Tina Edwin, Economic Times 25/3/2012
The India-gold love affair is now facing a close scrutiny from the government. The budget has doubled import duty on bullion and non-standard gold to 4% and 10%, respectively, and slapped a 1% cess on unbranded jewellery. FM’s message is clear: reduce gold’s allure and head off Indians to other investments. For, too much gold is a drag on India’s economy. Here’s how:
The BIG Hoard – 20,000 tonnes
According to the World Gold Council, that’s approximately how much gold you’d find if you put together the store of individuals, institutions and the RBI at the end of 2011. Of this, 933.4 tonnes were added last year. Valued at Rs 27,000 per 10 grams, this stockpile is worth roughly Rs 54 lakh crore, 60% of the nominal GDP of India in 2011-12. Only a fraction, about 557.8 tonnes, is held by the RBI and constitutes 10.5% of India’s forex reserves.
But We Don’t Use Most Of It
2:1 is the ratio of gold to gross domestic capital formation. Had Indians bought more goods and services instead of gold, capital formation (economists’ term for fresh investments) would have been higher than Rs 26.92 lakh crore for 2010-11. How? Higher demand would push companies to expand capacity or invest in greenfield projects to build some items they currently import.
And Gold Doesn’t Work On Its Own
6.8:1 is the approximate ratio of the value of gold holdings to financial savings of households. Investments in financial instruments such as fixed deposits, insurance and equities release funds for productive activities by both the government and corporate sector. Gold does nothing but idle in safes or bank deposit boxes.
Yet, even though gold prices soared, household purchases did not decline proportionately. Instead, financial savings took a hit, falling to Rs 7.68 lakh crore in 2010-11 from `8.35 lakh crore in 2009-10. Inadequate banking infrastructure is to blame too: most of rural India cannot access financial instruments and has no choice but to buy gold as savings.
Plus, Gold Saps Precious Resources
Gold is the third largest component of India’s import bill beaten only by crude oil and capital goods. Crude keeps the economy running and capital goods help produce other goods, build infrastructure and keep growth rolling. But gold’s contribution to the economy is minuscule. Yet we spent $33.9 billion in 2010-11 to meet 92% of the gold demand. This year, the bill is likely to inflate to $58 billion, according to estimates of the Prime Minister’s Economic Advisory Council (EAC).

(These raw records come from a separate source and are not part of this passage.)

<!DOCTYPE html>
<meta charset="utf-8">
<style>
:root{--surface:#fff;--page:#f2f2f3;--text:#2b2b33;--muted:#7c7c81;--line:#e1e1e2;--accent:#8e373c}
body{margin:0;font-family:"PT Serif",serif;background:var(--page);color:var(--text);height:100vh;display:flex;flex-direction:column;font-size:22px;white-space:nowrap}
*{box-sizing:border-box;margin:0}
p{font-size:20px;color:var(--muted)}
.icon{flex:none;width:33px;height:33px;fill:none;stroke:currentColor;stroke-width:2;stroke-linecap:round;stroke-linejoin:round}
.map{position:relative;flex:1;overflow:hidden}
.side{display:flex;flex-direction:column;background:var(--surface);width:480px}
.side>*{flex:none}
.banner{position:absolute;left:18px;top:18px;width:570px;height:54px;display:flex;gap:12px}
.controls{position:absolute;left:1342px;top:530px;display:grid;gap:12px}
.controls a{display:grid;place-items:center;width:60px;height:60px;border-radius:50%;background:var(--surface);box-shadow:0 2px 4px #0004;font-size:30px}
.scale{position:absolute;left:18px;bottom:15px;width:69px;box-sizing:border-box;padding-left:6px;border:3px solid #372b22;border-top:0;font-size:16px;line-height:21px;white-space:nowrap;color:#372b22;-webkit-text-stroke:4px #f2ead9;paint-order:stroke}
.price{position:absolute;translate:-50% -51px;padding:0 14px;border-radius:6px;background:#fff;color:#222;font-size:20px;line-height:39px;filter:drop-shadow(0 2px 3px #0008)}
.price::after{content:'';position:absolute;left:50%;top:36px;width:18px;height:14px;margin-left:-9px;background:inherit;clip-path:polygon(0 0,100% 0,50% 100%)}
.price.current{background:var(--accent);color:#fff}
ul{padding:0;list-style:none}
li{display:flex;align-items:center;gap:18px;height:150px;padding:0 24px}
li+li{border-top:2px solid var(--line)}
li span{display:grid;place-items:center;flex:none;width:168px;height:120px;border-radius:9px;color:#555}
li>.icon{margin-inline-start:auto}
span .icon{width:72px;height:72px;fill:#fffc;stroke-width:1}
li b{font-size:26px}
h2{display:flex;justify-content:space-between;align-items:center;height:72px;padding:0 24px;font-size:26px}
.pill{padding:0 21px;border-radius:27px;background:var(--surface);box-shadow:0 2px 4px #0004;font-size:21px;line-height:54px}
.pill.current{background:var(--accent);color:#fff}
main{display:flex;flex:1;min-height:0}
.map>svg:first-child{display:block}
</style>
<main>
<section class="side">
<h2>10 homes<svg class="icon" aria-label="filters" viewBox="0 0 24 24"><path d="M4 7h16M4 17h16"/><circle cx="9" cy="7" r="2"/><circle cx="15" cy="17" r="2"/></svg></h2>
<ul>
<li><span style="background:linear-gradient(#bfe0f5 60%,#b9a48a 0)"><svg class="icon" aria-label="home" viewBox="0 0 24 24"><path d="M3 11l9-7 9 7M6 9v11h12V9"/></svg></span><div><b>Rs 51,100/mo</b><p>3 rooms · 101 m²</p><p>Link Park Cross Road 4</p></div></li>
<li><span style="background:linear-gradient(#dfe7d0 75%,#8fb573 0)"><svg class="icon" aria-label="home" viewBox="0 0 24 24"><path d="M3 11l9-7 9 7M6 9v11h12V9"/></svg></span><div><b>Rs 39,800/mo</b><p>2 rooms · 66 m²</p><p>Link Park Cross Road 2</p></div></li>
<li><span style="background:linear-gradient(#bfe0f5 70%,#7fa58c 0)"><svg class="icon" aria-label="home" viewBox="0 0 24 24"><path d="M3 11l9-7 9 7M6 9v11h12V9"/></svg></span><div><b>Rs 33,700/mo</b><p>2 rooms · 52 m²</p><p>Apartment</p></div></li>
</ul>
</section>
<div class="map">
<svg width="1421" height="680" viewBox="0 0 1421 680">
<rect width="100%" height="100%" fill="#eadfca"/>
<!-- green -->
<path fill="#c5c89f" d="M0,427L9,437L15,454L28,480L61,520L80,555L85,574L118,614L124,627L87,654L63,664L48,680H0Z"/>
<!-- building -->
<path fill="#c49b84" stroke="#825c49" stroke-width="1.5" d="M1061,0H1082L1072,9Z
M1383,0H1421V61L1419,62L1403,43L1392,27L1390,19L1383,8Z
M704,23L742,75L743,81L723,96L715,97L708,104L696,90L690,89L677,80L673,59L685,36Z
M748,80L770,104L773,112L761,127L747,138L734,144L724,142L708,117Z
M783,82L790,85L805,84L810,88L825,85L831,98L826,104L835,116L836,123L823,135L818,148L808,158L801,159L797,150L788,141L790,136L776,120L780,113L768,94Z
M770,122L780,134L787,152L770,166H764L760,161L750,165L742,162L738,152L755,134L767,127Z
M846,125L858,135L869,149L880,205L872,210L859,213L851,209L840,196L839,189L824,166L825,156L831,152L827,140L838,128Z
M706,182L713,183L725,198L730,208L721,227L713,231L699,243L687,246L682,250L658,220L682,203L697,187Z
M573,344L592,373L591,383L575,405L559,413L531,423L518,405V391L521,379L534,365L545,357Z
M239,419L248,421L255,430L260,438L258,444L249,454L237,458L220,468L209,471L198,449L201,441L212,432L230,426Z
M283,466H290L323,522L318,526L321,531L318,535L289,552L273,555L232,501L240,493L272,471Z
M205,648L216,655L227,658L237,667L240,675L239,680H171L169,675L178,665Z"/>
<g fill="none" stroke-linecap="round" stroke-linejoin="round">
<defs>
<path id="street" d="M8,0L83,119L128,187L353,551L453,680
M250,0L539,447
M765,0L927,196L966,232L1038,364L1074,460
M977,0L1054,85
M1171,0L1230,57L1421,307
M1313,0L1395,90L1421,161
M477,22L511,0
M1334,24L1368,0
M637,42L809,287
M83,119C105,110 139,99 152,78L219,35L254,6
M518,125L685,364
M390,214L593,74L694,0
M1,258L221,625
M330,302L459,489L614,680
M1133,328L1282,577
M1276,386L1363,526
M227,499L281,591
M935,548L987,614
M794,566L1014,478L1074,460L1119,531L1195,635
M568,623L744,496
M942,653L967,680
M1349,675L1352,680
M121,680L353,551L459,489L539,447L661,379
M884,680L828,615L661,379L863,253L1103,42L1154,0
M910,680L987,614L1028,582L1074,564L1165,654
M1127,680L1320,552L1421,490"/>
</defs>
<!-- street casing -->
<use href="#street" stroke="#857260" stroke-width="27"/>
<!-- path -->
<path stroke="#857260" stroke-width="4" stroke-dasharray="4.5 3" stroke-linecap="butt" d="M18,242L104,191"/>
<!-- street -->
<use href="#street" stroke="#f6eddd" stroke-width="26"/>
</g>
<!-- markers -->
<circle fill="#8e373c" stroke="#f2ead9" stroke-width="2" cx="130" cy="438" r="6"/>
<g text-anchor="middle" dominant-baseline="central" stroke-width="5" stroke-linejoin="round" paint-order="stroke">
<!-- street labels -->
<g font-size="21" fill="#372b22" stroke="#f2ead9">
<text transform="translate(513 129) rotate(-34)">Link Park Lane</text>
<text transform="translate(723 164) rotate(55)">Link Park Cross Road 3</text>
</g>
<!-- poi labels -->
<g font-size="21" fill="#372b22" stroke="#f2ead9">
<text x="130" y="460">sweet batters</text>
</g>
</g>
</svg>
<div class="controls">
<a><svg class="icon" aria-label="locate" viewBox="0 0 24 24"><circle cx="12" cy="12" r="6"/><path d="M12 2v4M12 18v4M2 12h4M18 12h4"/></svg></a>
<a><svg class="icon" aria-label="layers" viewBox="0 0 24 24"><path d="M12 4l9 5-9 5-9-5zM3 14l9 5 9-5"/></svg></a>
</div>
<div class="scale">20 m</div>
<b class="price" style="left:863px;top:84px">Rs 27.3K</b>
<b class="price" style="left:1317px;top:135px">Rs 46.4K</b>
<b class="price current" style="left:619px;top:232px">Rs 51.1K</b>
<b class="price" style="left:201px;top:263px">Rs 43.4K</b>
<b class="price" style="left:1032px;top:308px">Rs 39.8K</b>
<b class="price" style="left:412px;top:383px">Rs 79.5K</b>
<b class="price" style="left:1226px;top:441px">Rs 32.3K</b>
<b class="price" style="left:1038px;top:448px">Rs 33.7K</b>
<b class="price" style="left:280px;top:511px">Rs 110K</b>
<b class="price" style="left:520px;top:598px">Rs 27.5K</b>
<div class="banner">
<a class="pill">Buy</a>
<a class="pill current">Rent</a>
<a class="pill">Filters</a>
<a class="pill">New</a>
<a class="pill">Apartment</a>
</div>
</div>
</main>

Gold Also Further Skews Numbers That Matter
Gold Imports as a % of GDP
1.7 in 2008-09
2.1 in 2009-10
2.0 in 2010-11
3.1 in 2011-12
12% is the estimated proportion of gold in the current year’s import bill of $479 billion. The trade deficit is likely to be $175 billion. If we imported less gold, the trade deficit would be less ugly. As a result, the current account deficit would have looked better and reduced depreciation pressure on the rupee. Import of gold also leads to imprudent use of foreign exchange earnings. A Macquaire Research report says the country’s net gold imports widened the current account deficit by 40 to 130 bps between 2007-08 and 2010-11.
So Will Import Duties End India’s Love Affair With Gold?
Unlikely. The World Gold Council believes there may be a very short-term impact on demand. In the long run, this increase will not matter. This is because the fundamental reasons for buying gold jewellery, rooted in Indian culture and weddings, remain unchanged. The demand for gold as an investment, driven by the need to protect against inflation, ease of liquidity and as a monetised asset to secure loans, will also be unaffected.
Some shining factoids
557.75 tonnes – Is RBI’s gold cache. Of this, 265.49 tonnes are held at Bank of England and Bank for International Settlement.
300% – Is the increase in gold holding of ETFs between 2009 and 2011. Now the stockpile is about 30 tonnes.
0.47 grams – Was India’s per capita consumption of gold jewellery in 2011.